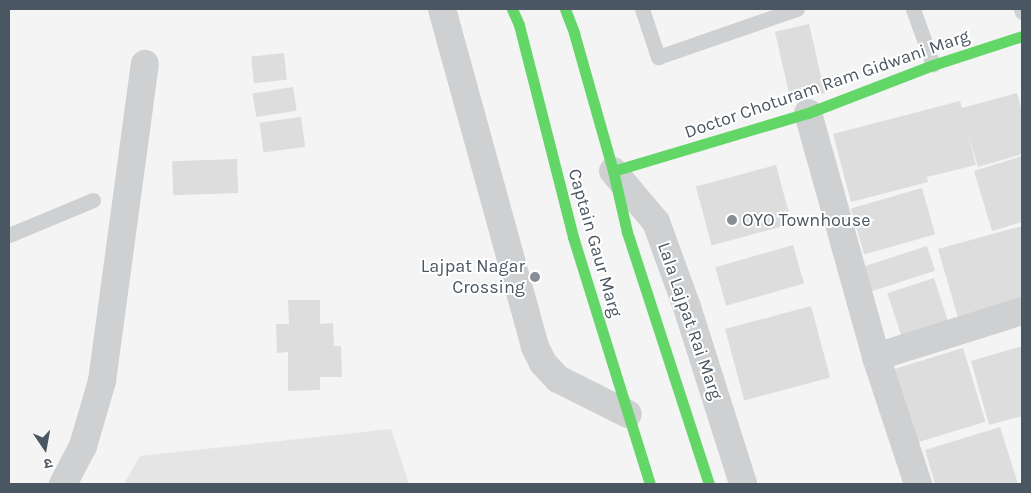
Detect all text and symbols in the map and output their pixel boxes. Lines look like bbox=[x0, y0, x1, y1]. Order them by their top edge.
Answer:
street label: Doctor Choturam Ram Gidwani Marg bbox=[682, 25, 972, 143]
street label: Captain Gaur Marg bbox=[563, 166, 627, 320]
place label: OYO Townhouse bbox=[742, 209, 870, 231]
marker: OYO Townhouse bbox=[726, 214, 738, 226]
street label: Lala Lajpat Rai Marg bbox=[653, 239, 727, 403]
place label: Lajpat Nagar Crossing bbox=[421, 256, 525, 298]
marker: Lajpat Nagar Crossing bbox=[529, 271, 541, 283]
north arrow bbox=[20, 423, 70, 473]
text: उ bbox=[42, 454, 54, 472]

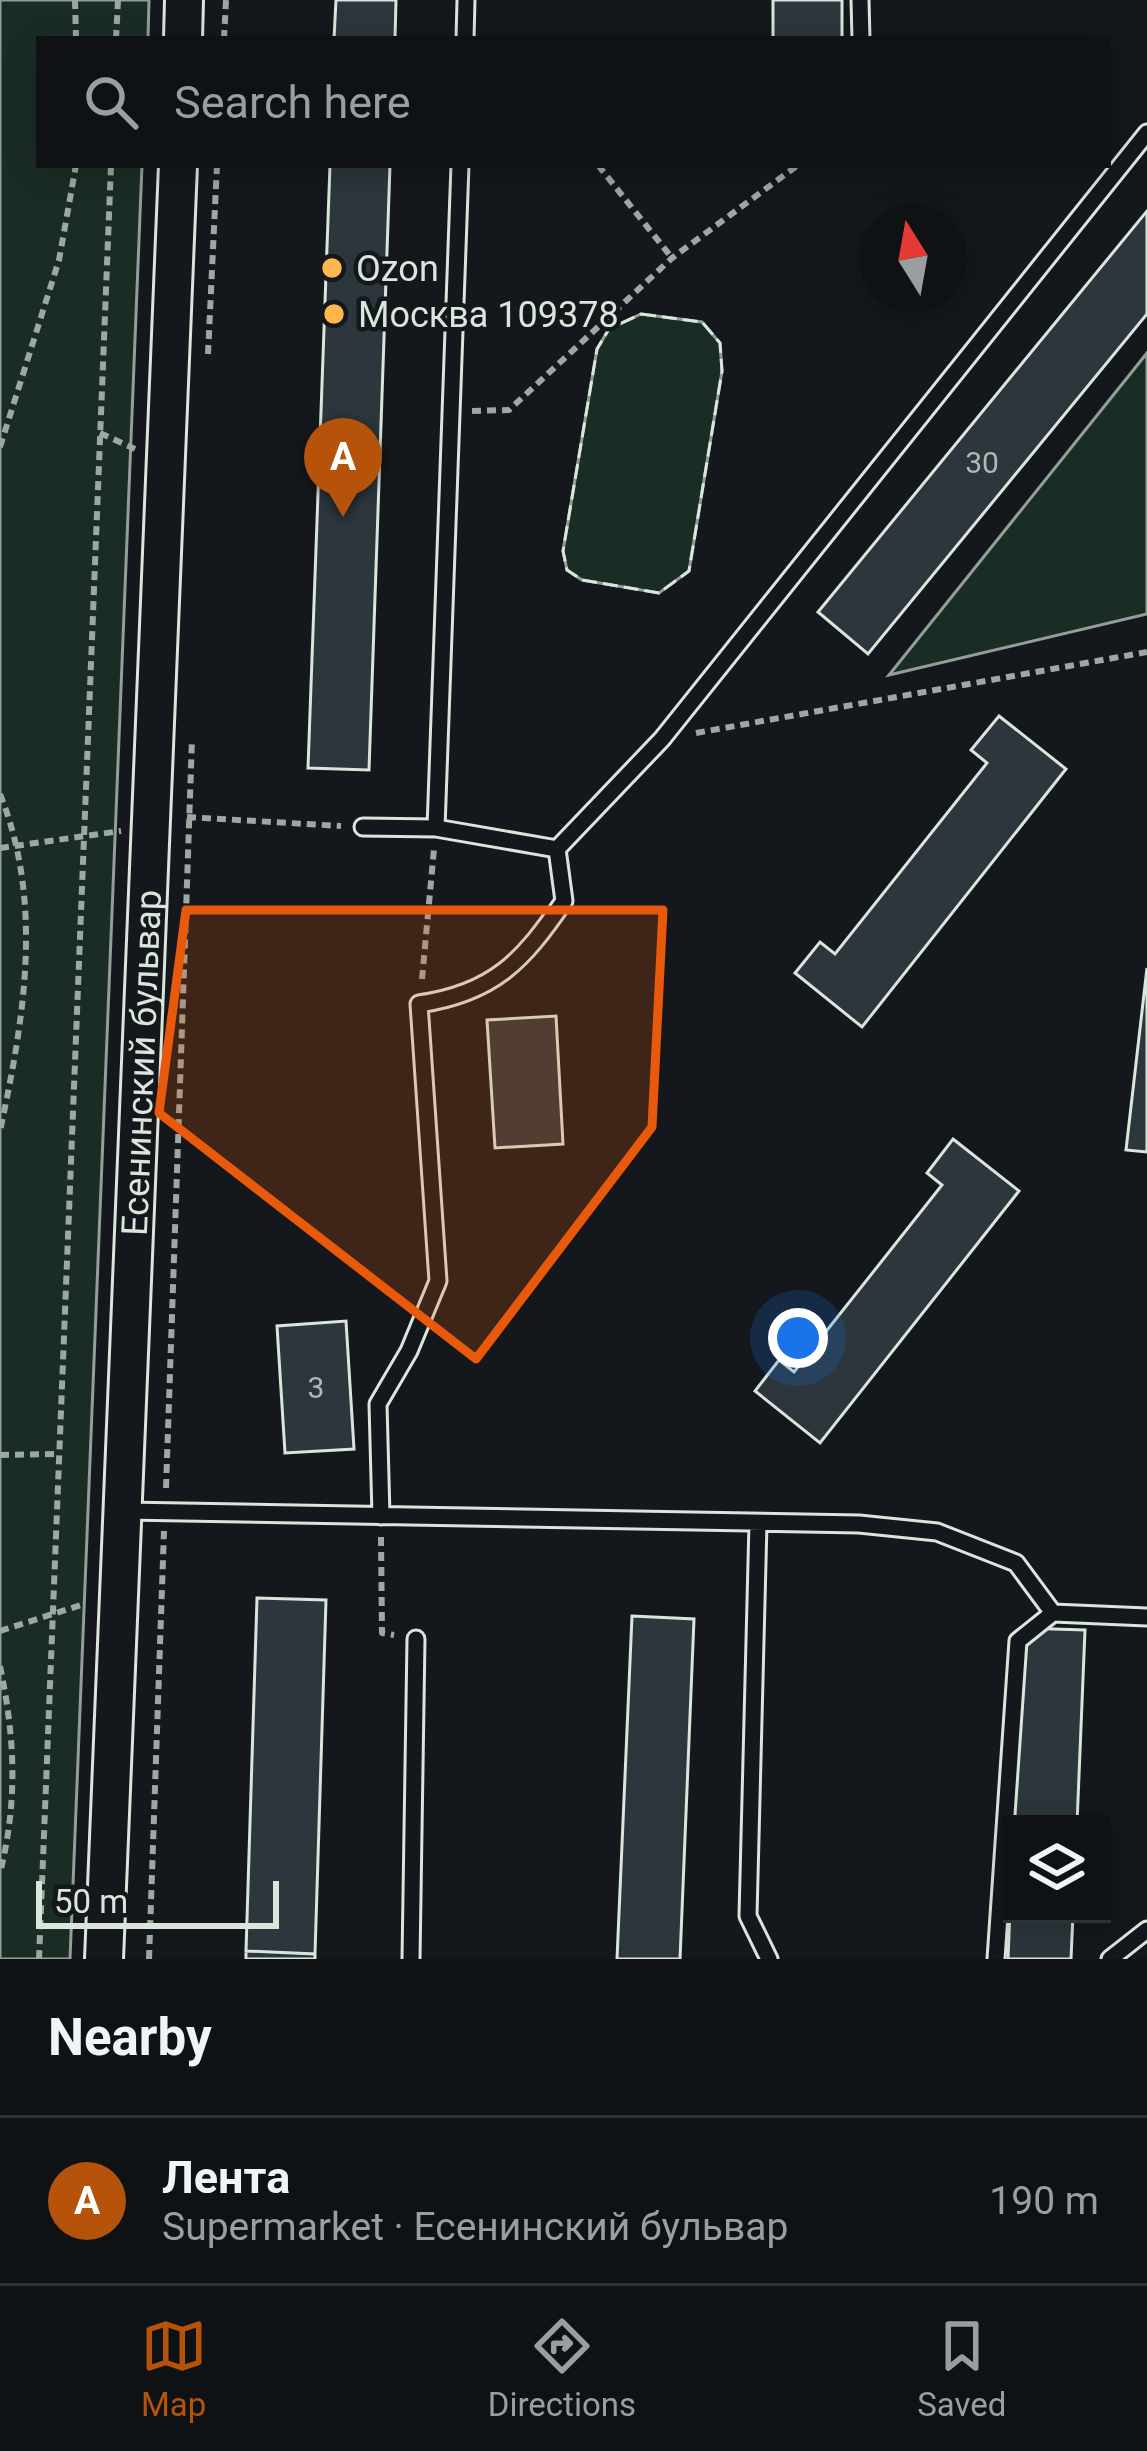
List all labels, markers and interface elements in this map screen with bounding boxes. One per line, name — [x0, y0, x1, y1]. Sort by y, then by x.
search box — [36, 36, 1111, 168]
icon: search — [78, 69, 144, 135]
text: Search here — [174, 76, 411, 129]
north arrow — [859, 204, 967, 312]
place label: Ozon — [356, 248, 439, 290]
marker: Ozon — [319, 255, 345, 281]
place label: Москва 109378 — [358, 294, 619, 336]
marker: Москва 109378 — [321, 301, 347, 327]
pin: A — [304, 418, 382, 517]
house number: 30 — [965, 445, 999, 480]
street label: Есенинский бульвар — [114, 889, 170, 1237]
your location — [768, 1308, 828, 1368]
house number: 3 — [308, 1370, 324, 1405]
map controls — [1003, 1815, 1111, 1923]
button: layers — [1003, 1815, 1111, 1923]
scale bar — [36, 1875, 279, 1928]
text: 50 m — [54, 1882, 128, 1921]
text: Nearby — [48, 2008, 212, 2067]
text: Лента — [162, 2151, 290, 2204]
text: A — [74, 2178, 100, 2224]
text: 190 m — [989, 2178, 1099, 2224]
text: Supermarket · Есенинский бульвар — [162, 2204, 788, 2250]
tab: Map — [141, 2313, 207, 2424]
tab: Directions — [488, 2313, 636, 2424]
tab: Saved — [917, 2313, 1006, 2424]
★ ★ ★ ★ ★
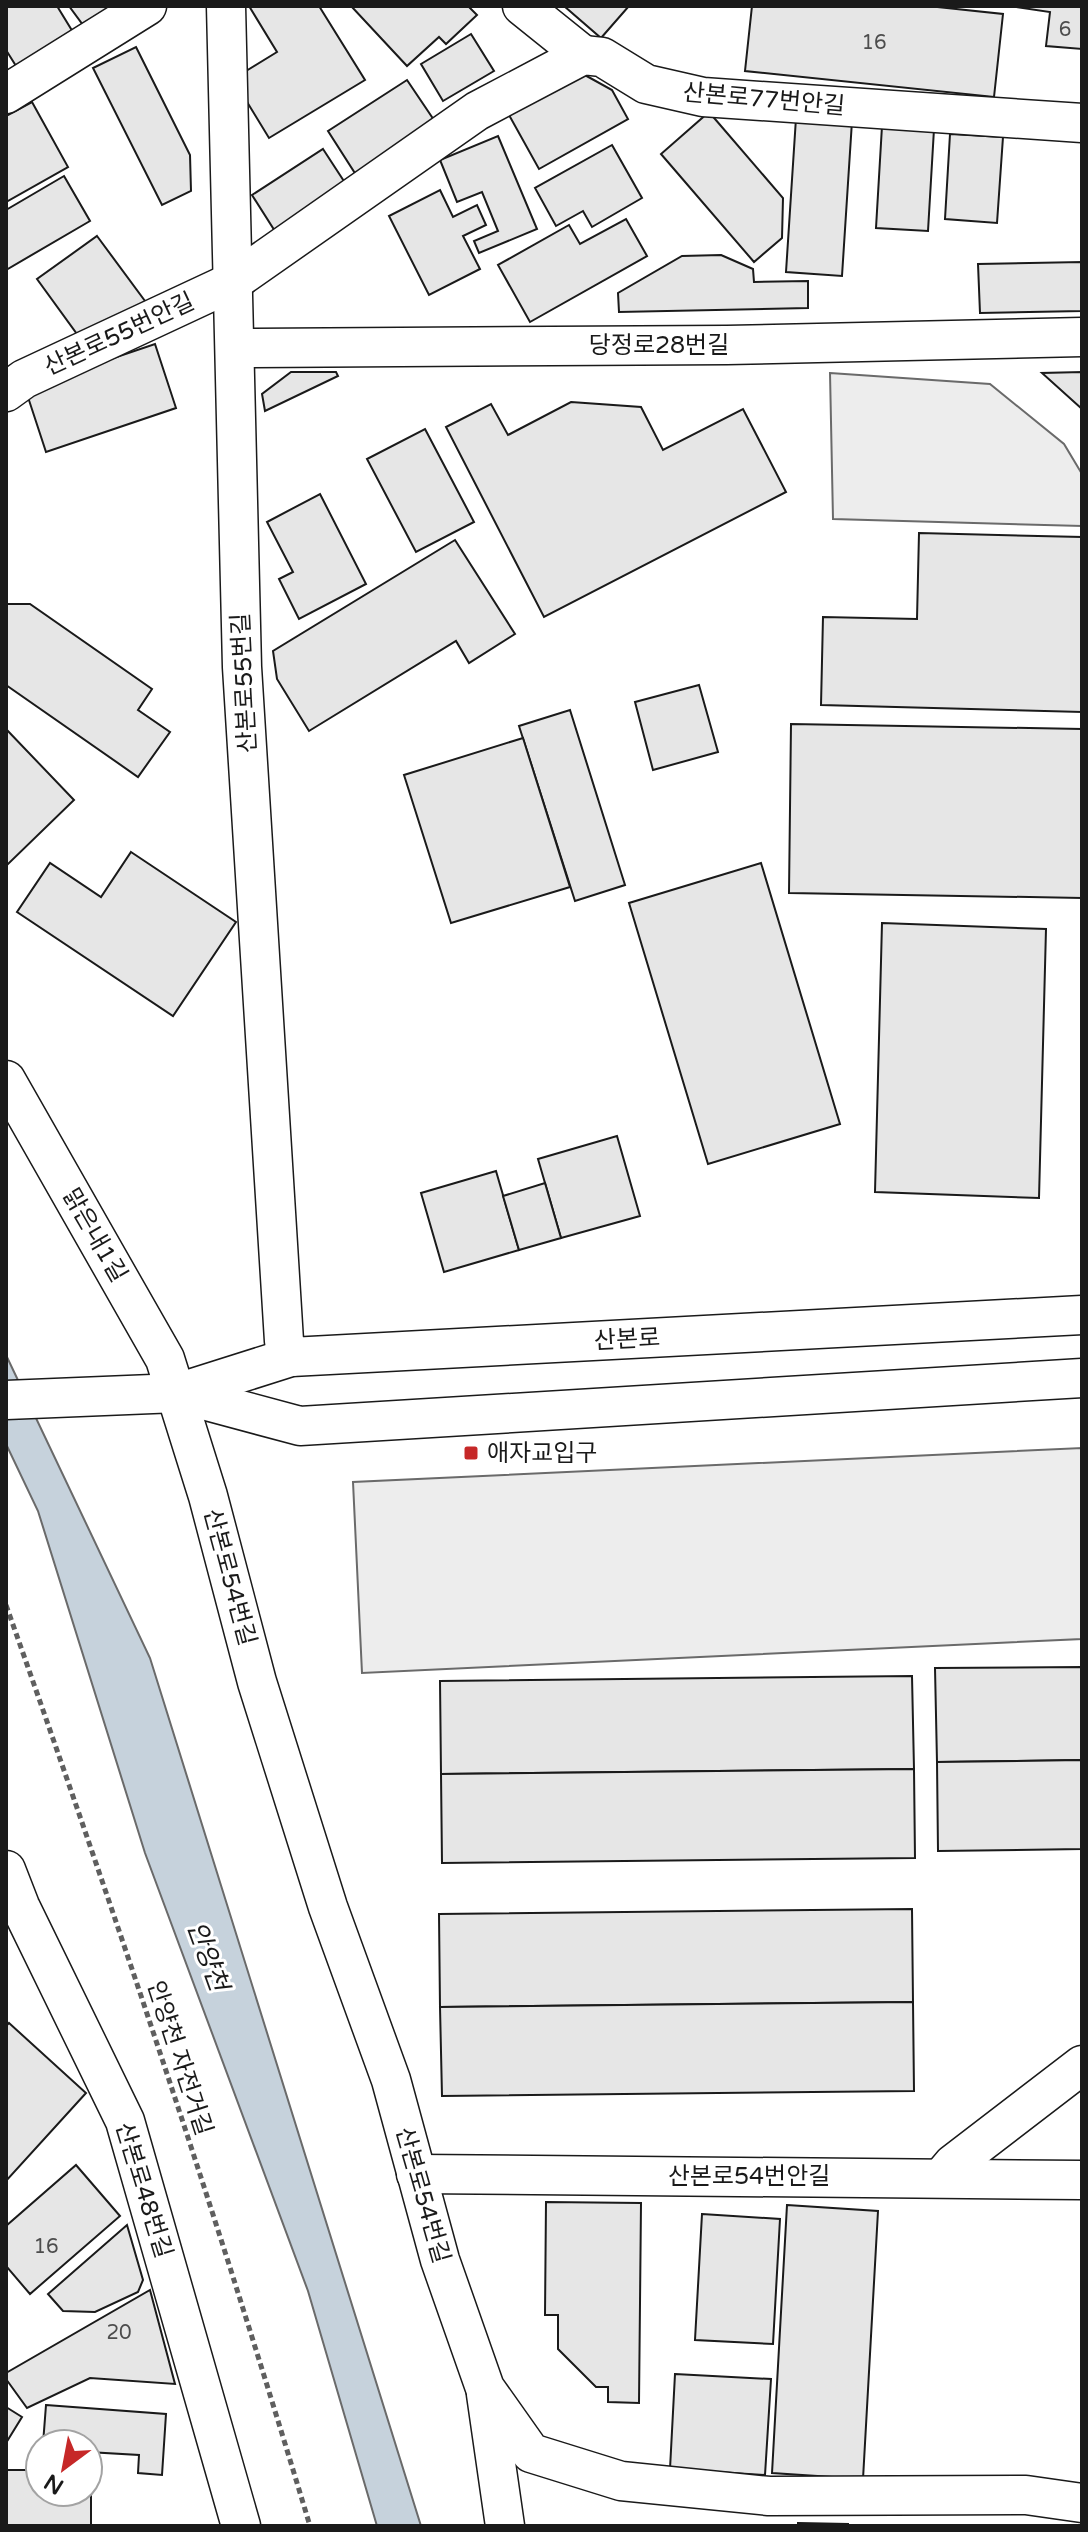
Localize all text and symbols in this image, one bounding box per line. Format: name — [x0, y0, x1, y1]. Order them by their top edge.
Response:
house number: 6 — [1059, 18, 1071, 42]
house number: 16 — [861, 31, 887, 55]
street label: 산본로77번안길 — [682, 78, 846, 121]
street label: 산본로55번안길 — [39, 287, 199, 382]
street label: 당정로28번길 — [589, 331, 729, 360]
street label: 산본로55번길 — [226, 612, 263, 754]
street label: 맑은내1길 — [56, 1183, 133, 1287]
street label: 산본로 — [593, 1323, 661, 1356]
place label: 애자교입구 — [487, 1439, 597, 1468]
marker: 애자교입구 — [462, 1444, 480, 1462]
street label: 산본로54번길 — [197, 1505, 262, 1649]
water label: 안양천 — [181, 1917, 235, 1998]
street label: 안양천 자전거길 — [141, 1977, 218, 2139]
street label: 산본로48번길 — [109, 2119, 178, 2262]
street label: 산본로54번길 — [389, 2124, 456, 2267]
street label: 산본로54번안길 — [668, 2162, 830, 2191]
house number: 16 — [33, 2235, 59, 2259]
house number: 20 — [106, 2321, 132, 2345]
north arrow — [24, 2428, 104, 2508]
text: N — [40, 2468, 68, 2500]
★ ★ ★ ★ ★
■ **What to produce**: Note every line in the material with "them" and copy it.

■ **Response area**:
Detect all text and symbols in the map and output their pixel boxes. Lines look like bbox=[x0, y0, x1, y1]. Order them by their top edge.
Localize all text and symbols in this image, one bounding box per line. Format: name — [x0, y0, x1, y1]. Order them by their top edge.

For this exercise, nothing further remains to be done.